← The Displaced and The Discerning Vol. 1 18 / 18 한국어
Vol. 1 — The Displaced and The Discerning

Epilogue. Is There a Fourth Explosion?


Crassus waited for fires.

This book began with that scene. First-century BC Rome. A private fire brigade standing before a wooden insula. An agent haggling over the price while the blaze spread. Five hundred construction slaves who would not touch water until the owner signed at a fraction of the building's worth. Plutarch recorded the scene without moral judgment.

Crassus died at Carrhae in 53 BC.

Fifty-nine years later, in AD 6, Augustus established the Vigiles. Seven cohorts — 3,500 to 7,000 public firefighters — covered Rome's fourteen districts. Crassus's private fire brigade disappeared, and a public institution took its place. It took fifty-nine years for private exploitation to be converted into public service.

Fifty-nine years. Identical to the institutional adaptation base rate of sixty to sixty-four years that we identified in Chapter 16.

The fires did not stop. Only the ownership of the fire brigade changed.

What this book has tracked across seventeen chapters was, in the end, a single question. When the fire breaks out, who owns the fire brigade? When technology explodes, who captures the wealth and destruction it creates? And can institutions change the answer?


1. Candidates for the Fourth Explosion

Let us retrace the three explosions.

Rome exploded scale. Eighty thousand kilometers of roads. Eleven aqueducts. Hydraulic milling complexes. The individual technologies already existed. What Rome did was combine them into a single system.

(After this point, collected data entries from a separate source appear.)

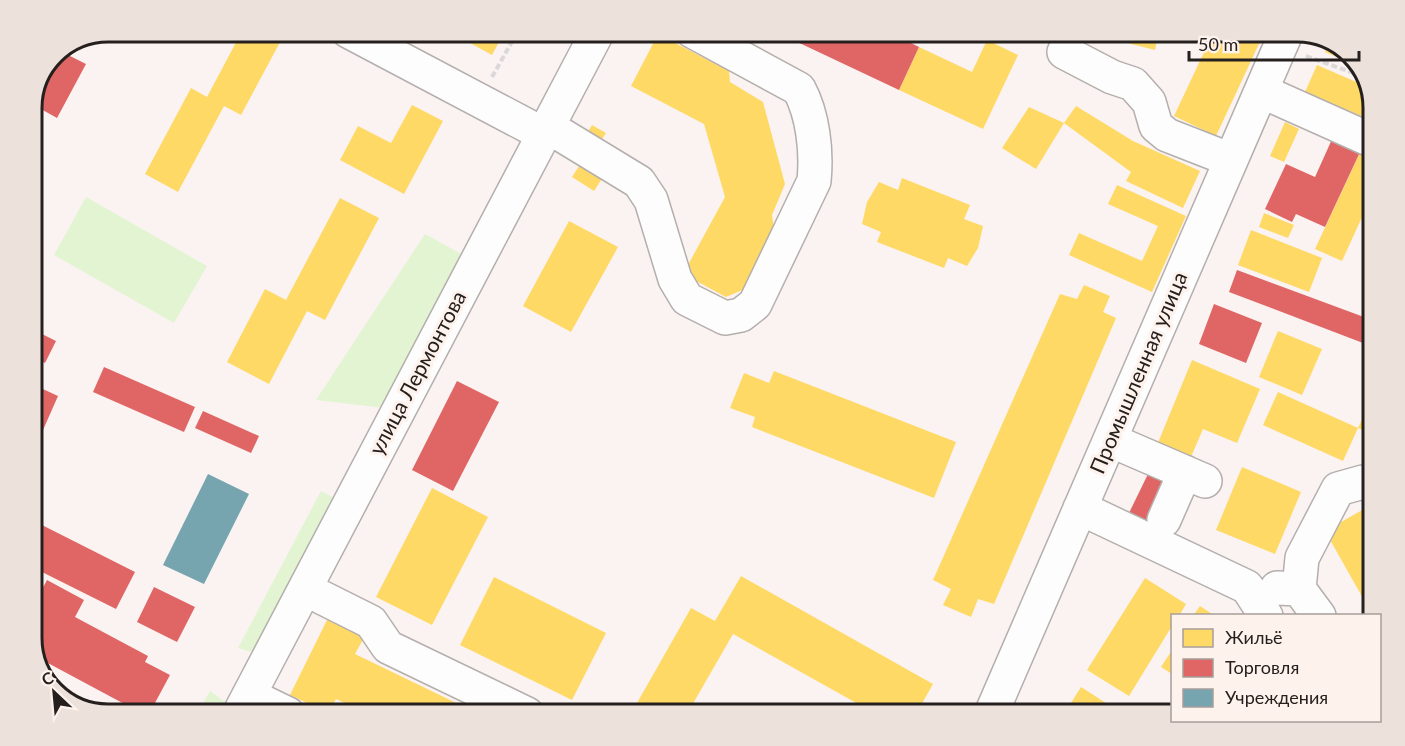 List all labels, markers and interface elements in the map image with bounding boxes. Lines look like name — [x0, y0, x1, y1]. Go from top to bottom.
scale bar — [1189, 24, 1358, 62]
text: 50 m — [1198, 33, 1238, 55]
street label: Промышленная улица — [1084, 268, 1191, 477]
street label: улица Лермонтова — [363, 286, 470, 459]
legend — [1171, 614, 1381, 722]
text: Жильё — [1225, 626, 1283, 648]
text: Торговля — [1225, 656, 1299, 678]
north arrow — [24, 662, 84, 722]
text: С — [38, 667, 56, 689]
text: Учреждения — [1225, 686, 1328, 708] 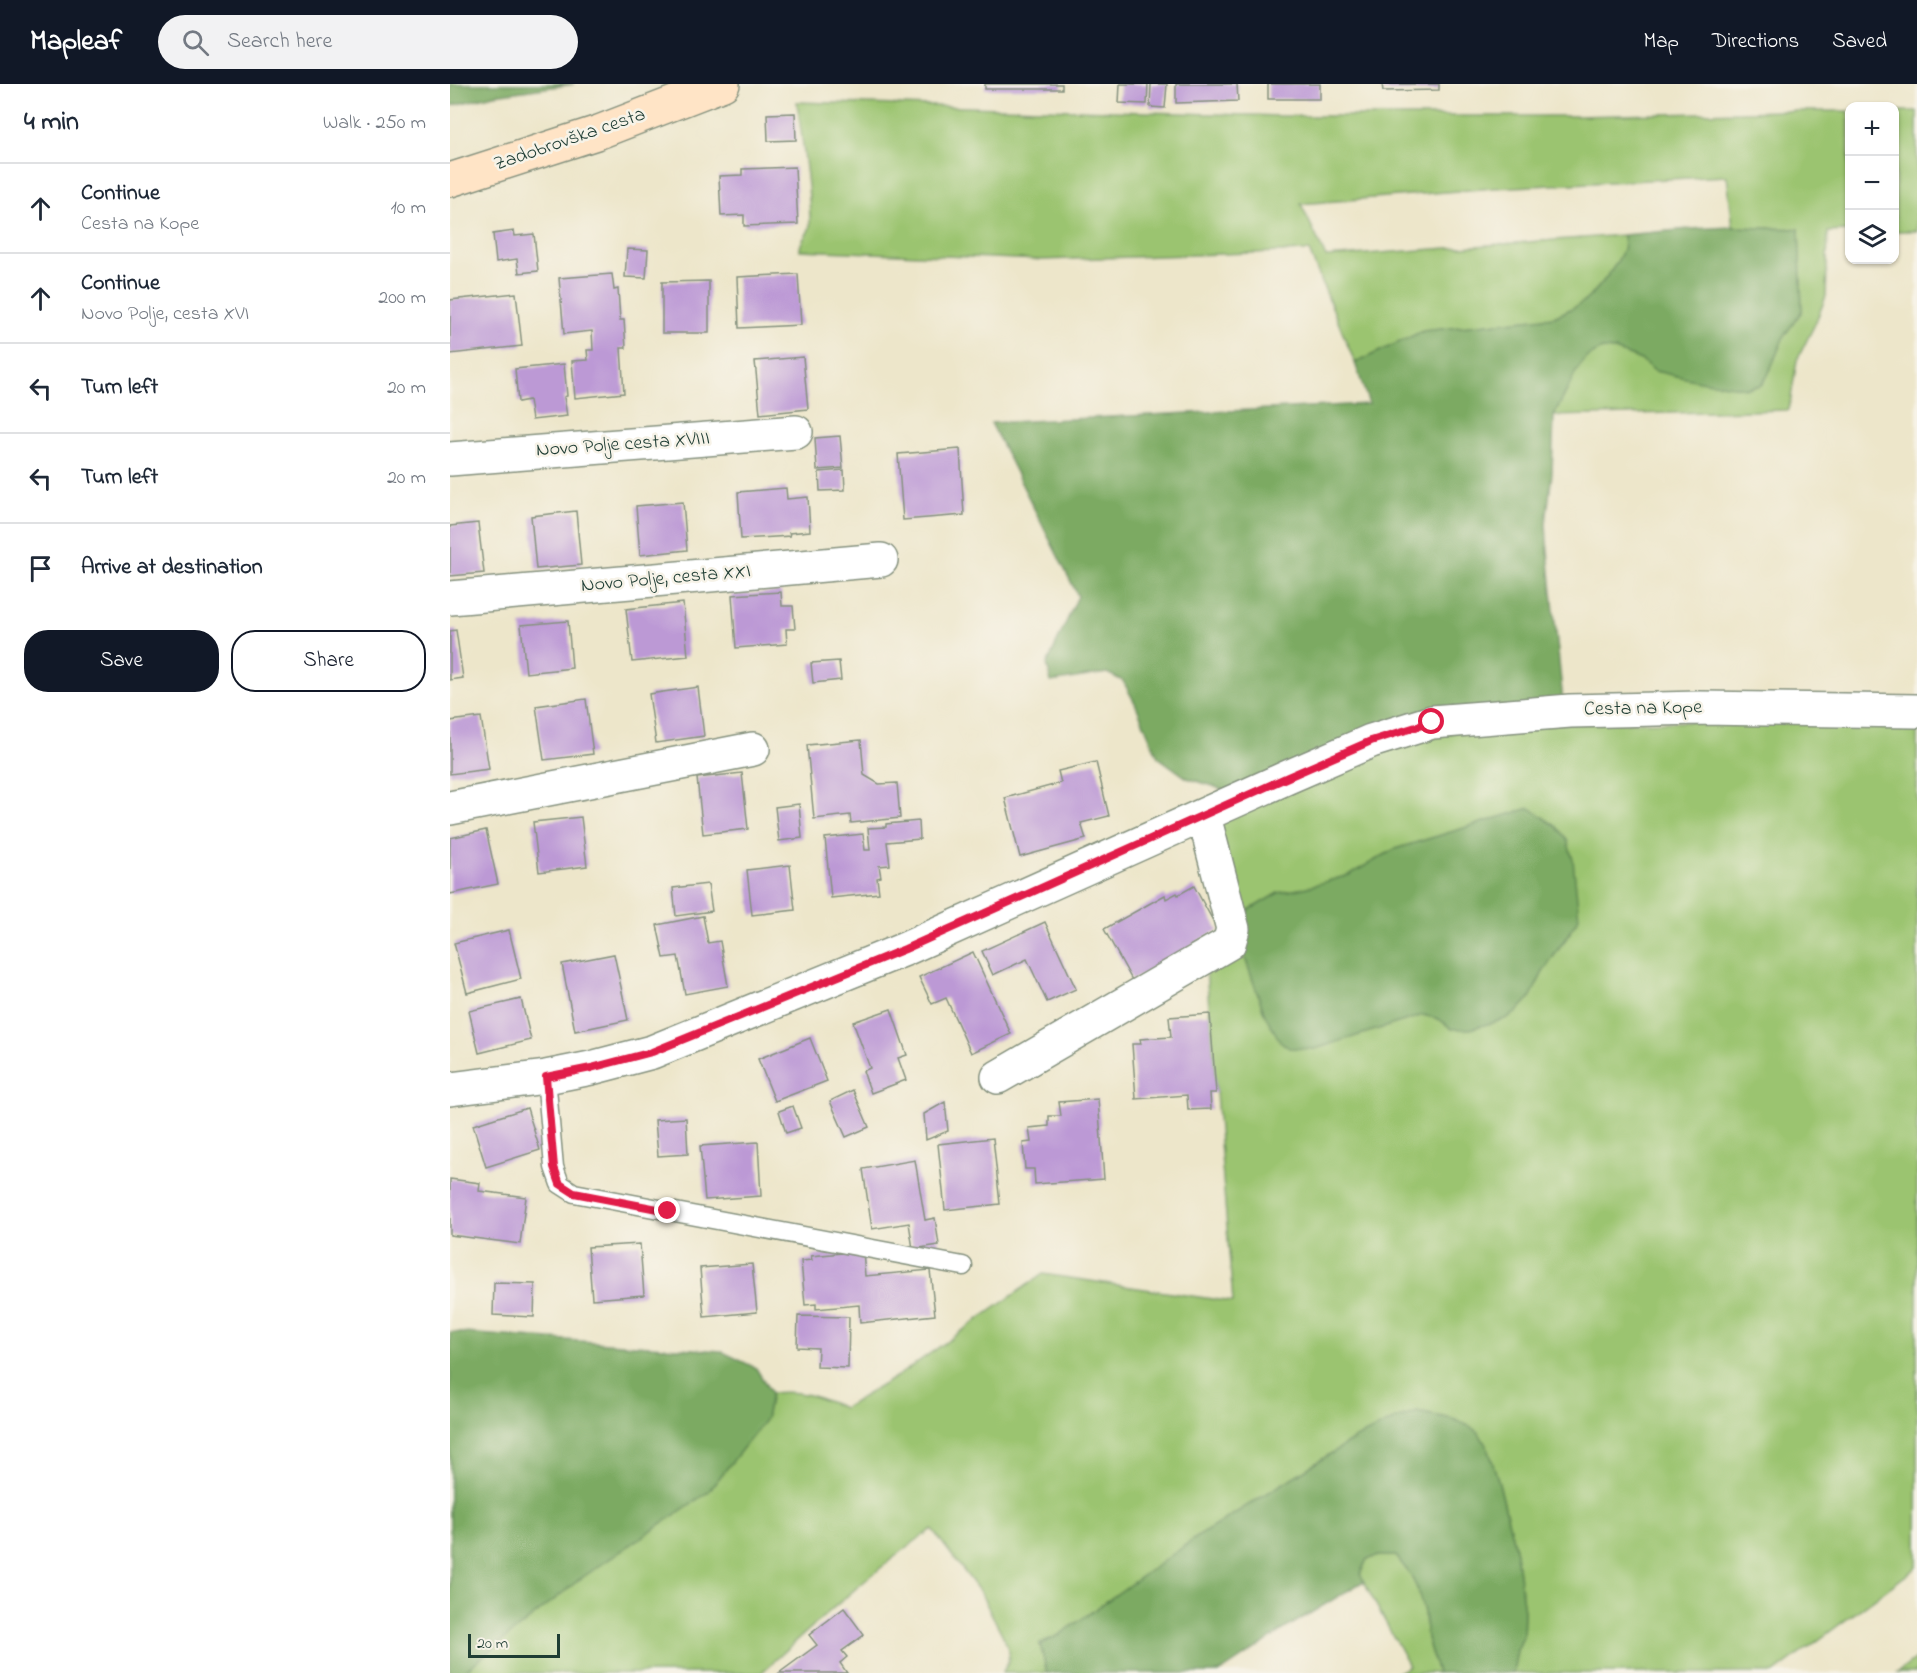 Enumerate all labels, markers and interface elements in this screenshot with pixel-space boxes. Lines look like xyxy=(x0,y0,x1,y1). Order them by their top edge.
search box xyxy=(158,15,578,69)
text: Mapleaf xyxy=(30,22,122,63)
icon: search xyxy=(179,26,212,59)
text: Search here xyxy=(227,26,332,58)
text: Map xyxy=(1643,27,1679,57)
text: Directions xyxy=(1712,27,1799,57)
text: Saved xyxy=(1832,27,1887,57)
street label: Zadobrovška cesta xyxy=(490,101,650,179)
map controls xyxy=(1845,102,1899,264)
button: + xyxy=(1845,102,1899,156)
text: 4 min xyxy=(24,104,79,142)
text: Walk · 250 m xyxy=(323,109,426,138)
button: − xyxy=(1845,156,1899,210)
text: Continue xyxy=(81,178,160,210)
icon: ahead xyxy=(24,192,57,225)
text: 10 m xyxy=(390,194,426,223)
text: Cesta na Kope xyxy=(81,210,199,239)
button: layers xyxy=(1845,210,1899,264)
text: Continue xyxy=(81,268,160,300)
icon: ahead xyxy=(24,282,57,315)
text: 200 m xyxy=(378,284,426,313)
text: Novo Polje, cesta XVI xyxy=(81,300,249,329)
icon: left xyxy=(24,372,57,405)
text: Turn left xyxy=(81,372,158,404)
text: 20 m xyxy=(387,374,426,403)
street label: Novo Polje cesta XVIII xyxy=(535,424,711,466)
icon: left xyxy=(24,462,57,495)
text: Turn left xyxy=(81,462,158,494)
text: 20 m xyxy=(387,464,426,493)
icon: arrive xyxy=(24,552,57,585)
text: Arrive at destination xyxy=(81,552,263,584)
street label: Novo Polje, cesta XXI xyxy=(580,557,752,601)
button: Save xyxy=(24,630,219,692)
button: Share xyxy=(231,630,426,692)
street label: Cesta na Kope xyxy=(1584,693,1702,725)
route start xyxy=(1418,708,1444,734)
route end xyxy=(654,1197,680,1223)
scale bar xyxy=(468,1631,560,1658)
text: 20 m xyxy=(477,1632,508,1656)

The Industrial Revolution exploded muscle. The steam engine and the spinning frame replaced human physical labor. While productivity rose 88.6 percent, real wages fell 5.2 percent.

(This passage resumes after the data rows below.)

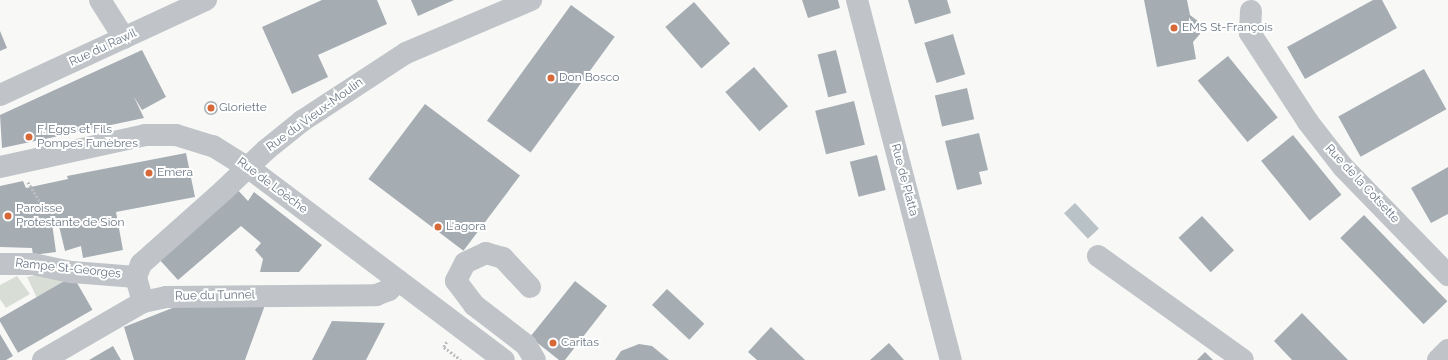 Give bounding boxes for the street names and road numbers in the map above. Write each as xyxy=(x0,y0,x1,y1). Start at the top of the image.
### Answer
street label: Rue du Rawil xyxy=(67,26,139,70)
street label: Rue du Vieux-Moulin xyxy=(264,75,366,155)
street label: Rue de Platta xyxy=(887,142,921,218)
street label: Rue de la Cotsette xyxy=(1322,142,1402,226)
street label: Rue de Loèche xyxy=(234,155,310,217)
street label: Rampe St-Georges xyxy=(14,256,122,282)
street label: Rue du Tunnel xyxy=(175,288,255,304)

AI is exploding cognition. Not muscle but mind is being automated.

So what is the fourth explosion? There are candidates.

Quantum computing and nuclear fusion break the limits of computation and energy. Google's Willow chip crossed the threshold for quantum error correction, and the National Ignition Facility achieved energy gain at the plasma level. But these are accelerations of existing automation. They do not create a new kind of Displaced.

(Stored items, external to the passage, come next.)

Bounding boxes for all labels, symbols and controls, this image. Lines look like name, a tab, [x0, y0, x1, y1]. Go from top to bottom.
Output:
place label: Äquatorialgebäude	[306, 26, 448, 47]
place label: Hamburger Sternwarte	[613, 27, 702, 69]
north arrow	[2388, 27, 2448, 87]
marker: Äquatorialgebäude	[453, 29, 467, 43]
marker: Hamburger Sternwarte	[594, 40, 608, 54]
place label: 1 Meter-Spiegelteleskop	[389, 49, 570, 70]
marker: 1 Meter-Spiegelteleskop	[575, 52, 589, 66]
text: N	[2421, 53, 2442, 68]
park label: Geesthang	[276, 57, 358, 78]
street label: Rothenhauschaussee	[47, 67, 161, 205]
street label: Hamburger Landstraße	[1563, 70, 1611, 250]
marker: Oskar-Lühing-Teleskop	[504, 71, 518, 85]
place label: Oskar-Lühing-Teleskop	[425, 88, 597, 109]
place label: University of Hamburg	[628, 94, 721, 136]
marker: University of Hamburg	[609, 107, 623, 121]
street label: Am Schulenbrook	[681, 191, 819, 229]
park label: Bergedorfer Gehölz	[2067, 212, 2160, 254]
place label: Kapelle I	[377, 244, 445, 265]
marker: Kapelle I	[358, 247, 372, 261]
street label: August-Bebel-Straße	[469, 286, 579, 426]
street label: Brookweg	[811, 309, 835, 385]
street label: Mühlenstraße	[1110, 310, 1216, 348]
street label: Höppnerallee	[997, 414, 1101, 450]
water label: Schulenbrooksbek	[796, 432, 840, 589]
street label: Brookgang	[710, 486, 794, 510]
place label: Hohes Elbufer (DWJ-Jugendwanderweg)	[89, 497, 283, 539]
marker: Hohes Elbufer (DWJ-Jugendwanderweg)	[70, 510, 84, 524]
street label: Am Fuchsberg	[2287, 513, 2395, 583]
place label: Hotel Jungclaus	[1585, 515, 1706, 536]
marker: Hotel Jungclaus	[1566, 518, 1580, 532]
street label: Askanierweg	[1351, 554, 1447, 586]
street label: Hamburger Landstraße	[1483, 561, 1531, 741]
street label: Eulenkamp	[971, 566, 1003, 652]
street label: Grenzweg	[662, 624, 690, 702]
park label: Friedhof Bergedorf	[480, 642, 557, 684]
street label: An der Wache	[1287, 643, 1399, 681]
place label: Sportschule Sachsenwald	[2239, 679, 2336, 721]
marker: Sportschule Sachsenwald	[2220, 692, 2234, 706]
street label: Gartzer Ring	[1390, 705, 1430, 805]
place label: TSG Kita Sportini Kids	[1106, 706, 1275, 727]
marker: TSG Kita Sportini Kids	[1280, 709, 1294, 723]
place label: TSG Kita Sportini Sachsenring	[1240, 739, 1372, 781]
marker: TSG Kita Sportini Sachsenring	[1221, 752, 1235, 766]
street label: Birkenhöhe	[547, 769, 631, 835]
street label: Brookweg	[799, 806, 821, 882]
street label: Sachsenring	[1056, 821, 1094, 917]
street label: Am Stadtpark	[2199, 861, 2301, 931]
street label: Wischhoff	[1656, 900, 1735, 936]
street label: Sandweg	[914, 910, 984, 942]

The true candidates are two.

Synthetic biology. The first CRISPR therapy, Casgevy, was approved in 2023. AlphaFold and David Baker's protein design research won the Nobel Prize in Chemistry in 2024.

If AI automates cognition, synthetic biology makes matter itself programmable. Proteins synthesized in the laboratory replace cattle on the ranch. Microbes replace reactors in the chemical plant. If AI's Displaced are translators and accountants, synthetic biology's Displaced are rice farmers and ranchers. The grammar of replacement is different. AI targets cognition; synthetic biology targets matter.

Even if the four-stage cycle still operates, the very definitions of the Displaced and the Discerning change fundamentally. The lineage of the Displaced — from Rome's smallholders to the Industrial Revolution's handloom weavers, from the weavers to the AI age's translators — could shift direction once again.

Brain-computer interfaces (BCI). In January 2024, Neuralink completed its first human implant. For now, it remains a medical assistive device.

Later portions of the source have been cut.